Definition: A release command is the command you give your dog when you are finished with the current command.
Example: If you told the dog to sit you would then say “free” to release the dog from sit.
Benefit: The dog learns that they must remain doing their command, such as sit, until you say “free”.
If you don’t have a release command then the dog will typically decide when they are done. This doesn’t always coincide with when you want them to be done ie. A guest comes over and you tell your dog to sit. The dog sits for 5 seconds and then gets up before you want them to.
Silent Stay: By using a release command, the dog assumes they must stay until told otherwise. Some trainers don’t even train the Stay command because it is not necessary.
We still train the Stay command as we find it helps with training.
Why Use “Free” Instead of “Ok”?
Most people say “Ok” to release their dog. We used to use the Ok command as well. We don’t anymore because a person says it way too often in everyday conversation.

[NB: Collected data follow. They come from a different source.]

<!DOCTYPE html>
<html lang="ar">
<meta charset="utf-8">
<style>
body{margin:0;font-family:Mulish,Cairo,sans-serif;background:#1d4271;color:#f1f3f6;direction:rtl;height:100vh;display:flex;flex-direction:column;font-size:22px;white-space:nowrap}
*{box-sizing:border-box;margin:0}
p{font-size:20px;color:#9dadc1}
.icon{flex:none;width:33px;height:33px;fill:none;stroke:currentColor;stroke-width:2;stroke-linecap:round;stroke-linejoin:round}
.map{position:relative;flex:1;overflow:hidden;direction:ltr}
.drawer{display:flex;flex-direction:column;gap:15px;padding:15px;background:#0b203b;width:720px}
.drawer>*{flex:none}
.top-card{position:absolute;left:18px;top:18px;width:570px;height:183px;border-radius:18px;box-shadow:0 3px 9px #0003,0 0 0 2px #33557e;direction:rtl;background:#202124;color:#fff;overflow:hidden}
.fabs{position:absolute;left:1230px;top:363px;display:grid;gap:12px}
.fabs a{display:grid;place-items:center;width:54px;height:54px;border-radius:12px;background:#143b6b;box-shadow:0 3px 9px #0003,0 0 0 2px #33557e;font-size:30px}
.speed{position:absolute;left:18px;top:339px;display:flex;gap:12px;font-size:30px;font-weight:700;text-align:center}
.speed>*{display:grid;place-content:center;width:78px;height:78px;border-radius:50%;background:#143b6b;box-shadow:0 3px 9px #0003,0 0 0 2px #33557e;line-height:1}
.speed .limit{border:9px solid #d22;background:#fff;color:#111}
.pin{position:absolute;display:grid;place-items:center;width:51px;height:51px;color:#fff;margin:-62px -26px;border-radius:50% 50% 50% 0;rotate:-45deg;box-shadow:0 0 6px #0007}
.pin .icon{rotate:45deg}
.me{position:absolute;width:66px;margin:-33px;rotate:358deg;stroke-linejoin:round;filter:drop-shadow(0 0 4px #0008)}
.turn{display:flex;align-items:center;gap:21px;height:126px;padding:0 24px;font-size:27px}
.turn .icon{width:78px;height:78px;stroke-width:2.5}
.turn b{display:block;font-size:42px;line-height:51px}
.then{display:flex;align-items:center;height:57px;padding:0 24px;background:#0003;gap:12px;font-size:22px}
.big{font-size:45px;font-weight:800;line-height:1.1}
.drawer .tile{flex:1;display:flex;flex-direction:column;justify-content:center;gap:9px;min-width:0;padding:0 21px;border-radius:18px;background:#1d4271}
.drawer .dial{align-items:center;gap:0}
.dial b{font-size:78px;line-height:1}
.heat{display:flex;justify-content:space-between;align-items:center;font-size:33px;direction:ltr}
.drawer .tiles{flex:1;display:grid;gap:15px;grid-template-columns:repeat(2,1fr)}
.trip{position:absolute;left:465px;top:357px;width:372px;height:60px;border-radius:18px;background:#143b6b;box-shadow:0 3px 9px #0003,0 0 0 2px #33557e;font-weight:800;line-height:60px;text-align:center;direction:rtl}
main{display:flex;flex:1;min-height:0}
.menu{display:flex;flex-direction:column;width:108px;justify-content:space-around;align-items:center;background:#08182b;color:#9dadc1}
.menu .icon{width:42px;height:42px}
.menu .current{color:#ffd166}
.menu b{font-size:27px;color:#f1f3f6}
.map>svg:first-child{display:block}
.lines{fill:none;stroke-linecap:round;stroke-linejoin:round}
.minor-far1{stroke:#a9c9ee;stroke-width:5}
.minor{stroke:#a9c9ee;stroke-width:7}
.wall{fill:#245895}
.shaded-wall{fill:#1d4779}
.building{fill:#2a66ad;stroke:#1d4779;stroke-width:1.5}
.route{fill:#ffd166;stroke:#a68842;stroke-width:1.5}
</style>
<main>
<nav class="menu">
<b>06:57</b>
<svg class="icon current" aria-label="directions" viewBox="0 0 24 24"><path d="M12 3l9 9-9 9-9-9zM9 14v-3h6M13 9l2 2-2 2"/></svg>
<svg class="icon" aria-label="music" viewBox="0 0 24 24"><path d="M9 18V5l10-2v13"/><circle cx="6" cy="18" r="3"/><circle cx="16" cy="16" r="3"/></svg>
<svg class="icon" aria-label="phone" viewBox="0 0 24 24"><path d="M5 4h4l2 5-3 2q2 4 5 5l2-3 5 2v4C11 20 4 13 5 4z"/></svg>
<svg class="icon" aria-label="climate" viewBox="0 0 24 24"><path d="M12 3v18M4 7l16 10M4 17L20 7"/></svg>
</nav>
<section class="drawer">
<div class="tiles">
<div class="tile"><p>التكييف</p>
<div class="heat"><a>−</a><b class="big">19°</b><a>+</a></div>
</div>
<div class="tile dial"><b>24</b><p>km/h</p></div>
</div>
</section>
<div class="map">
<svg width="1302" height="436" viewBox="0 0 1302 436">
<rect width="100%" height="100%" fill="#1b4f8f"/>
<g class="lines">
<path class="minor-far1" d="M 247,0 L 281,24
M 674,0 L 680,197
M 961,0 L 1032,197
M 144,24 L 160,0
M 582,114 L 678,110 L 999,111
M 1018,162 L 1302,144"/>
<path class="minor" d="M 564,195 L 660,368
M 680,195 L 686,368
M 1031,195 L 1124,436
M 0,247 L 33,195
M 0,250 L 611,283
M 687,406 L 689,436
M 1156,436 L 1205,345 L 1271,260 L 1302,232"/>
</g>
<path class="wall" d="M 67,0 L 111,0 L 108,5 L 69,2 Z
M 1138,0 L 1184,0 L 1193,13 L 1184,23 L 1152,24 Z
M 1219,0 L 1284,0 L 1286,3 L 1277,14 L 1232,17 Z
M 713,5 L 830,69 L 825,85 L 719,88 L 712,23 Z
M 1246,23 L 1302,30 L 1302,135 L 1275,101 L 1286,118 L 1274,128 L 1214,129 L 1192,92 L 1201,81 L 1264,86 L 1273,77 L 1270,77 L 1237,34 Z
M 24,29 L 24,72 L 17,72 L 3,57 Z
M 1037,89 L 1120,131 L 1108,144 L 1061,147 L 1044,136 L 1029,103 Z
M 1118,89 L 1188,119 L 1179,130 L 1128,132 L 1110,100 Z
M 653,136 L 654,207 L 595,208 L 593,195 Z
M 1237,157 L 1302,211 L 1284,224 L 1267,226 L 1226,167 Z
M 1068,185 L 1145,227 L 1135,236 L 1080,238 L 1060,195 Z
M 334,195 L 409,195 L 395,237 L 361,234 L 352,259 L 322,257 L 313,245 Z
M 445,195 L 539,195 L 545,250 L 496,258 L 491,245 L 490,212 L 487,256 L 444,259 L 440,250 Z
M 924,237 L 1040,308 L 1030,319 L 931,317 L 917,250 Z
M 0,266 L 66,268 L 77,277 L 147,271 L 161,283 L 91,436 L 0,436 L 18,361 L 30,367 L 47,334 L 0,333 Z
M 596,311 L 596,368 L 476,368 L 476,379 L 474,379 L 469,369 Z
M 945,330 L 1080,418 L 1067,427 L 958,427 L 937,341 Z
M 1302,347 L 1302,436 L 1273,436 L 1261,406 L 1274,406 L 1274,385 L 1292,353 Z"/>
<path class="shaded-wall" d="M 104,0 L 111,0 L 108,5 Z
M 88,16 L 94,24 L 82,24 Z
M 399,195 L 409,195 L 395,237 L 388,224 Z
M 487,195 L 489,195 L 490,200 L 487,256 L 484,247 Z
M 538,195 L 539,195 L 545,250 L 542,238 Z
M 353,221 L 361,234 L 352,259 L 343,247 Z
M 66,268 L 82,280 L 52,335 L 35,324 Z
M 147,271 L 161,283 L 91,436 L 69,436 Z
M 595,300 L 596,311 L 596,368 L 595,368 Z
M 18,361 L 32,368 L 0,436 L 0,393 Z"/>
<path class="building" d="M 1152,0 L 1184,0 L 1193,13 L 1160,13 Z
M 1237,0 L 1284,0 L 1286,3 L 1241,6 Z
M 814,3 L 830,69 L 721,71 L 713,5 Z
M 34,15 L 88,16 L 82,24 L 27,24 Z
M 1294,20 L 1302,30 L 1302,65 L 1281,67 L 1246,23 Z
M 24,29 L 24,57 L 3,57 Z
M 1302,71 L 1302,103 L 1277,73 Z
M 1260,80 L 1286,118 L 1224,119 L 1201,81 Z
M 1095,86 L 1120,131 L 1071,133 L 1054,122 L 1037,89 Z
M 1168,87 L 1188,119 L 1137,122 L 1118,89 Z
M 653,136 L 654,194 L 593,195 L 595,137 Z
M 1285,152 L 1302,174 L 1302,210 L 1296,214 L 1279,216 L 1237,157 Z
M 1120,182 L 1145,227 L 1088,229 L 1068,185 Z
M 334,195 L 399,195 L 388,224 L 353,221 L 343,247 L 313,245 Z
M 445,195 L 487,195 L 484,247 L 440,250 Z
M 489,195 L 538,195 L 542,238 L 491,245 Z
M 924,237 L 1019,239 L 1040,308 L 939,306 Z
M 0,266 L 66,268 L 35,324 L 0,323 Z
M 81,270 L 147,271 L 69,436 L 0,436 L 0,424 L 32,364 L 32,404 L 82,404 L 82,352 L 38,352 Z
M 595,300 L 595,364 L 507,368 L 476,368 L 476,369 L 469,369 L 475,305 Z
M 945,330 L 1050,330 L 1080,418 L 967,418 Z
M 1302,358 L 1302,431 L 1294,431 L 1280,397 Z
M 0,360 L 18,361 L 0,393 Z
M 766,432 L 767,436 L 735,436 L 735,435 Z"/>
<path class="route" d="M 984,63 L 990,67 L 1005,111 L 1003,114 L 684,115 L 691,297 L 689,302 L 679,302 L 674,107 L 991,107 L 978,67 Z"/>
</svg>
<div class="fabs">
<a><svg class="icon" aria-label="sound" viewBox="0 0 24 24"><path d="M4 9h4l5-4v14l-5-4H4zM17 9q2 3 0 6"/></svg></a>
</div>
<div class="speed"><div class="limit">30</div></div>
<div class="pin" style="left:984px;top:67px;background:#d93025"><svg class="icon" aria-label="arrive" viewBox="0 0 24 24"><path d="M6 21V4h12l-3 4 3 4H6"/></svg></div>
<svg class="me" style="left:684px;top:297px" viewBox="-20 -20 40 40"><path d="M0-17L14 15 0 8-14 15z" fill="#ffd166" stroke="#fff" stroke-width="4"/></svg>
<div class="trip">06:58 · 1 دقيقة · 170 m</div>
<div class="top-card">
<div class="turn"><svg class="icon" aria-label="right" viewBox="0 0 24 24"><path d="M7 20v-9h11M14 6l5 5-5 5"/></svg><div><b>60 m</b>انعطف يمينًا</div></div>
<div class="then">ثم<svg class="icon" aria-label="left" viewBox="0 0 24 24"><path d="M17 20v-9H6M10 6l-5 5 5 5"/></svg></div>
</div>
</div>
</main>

Not many things in life are Free anymore so you don’t hear that word too often.
Alternatives: Some people like to use “release”, “break”, “all done” or you could choose another or make up a word. Just pick something you don’t say frequently.
It is nice when the dog assumes they were told to do something as opposed to thinking they were released before they were.
Example: Our dog Delta knows her “bed” command meaning she is supposed to go to her bed and stay there until we say “free”. Sometimes she will go to her bed and look as if she wants to be off her bed. My wife will look at me and say “did you tell her to go to her bed?” I will say no and then we say “Delta free” and she is excited and gets off her bed to come see you. It is funny to see the dog’s thought process: “Was I told to go to my bed this time, or did I go there on my own? Can’t remember. I will stay here until I am released”.
Training a Release Command
For things like sit, down, come, and stay we use food to begin training this. To release the dog you will say “free” and toss a piece of kibble on the ground away from them to which the dog will typically get up to go for it.
In the beginning the dog is just getting up because they see food hitting the ground.
You want to wean the dog off using food or seeing something go to the ground to think they are released. For this you will use Core Rule: A to B Rule where you will say “free” and motion like you are going to throw a piece of kibble on the ground away from the dog. The dog may get up to go see. You will then drop the kibble on the ground for the dog. You always say “free” first and begin using less and less of a hand gesture to release the dog.